Problem description. The reply has to be a number alone, equal to how many lines in the entries below hold the string "Center".
-- -- --
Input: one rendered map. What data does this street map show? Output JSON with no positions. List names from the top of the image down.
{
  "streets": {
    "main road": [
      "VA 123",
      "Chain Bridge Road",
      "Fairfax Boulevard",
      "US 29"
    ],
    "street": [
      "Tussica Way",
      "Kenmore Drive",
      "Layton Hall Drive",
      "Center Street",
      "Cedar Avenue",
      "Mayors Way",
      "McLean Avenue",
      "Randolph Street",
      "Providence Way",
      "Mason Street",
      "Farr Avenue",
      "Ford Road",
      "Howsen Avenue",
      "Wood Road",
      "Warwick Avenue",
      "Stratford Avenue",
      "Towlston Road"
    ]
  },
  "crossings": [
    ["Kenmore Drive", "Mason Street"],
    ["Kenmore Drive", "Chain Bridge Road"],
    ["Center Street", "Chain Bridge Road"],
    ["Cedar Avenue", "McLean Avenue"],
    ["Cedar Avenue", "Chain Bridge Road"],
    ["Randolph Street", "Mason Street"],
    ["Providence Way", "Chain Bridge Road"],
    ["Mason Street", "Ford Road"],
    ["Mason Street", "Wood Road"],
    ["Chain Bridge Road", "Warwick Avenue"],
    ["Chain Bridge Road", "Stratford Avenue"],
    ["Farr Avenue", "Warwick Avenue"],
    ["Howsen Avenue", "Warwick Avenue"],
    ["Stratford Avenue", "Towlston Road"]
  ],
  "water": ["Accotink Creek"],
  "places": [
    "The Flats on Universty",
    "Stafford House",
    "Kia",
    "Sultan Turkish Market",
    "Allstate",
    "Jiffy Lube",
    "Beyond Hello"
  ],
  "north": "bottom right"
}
-- -- --
Task solution. 2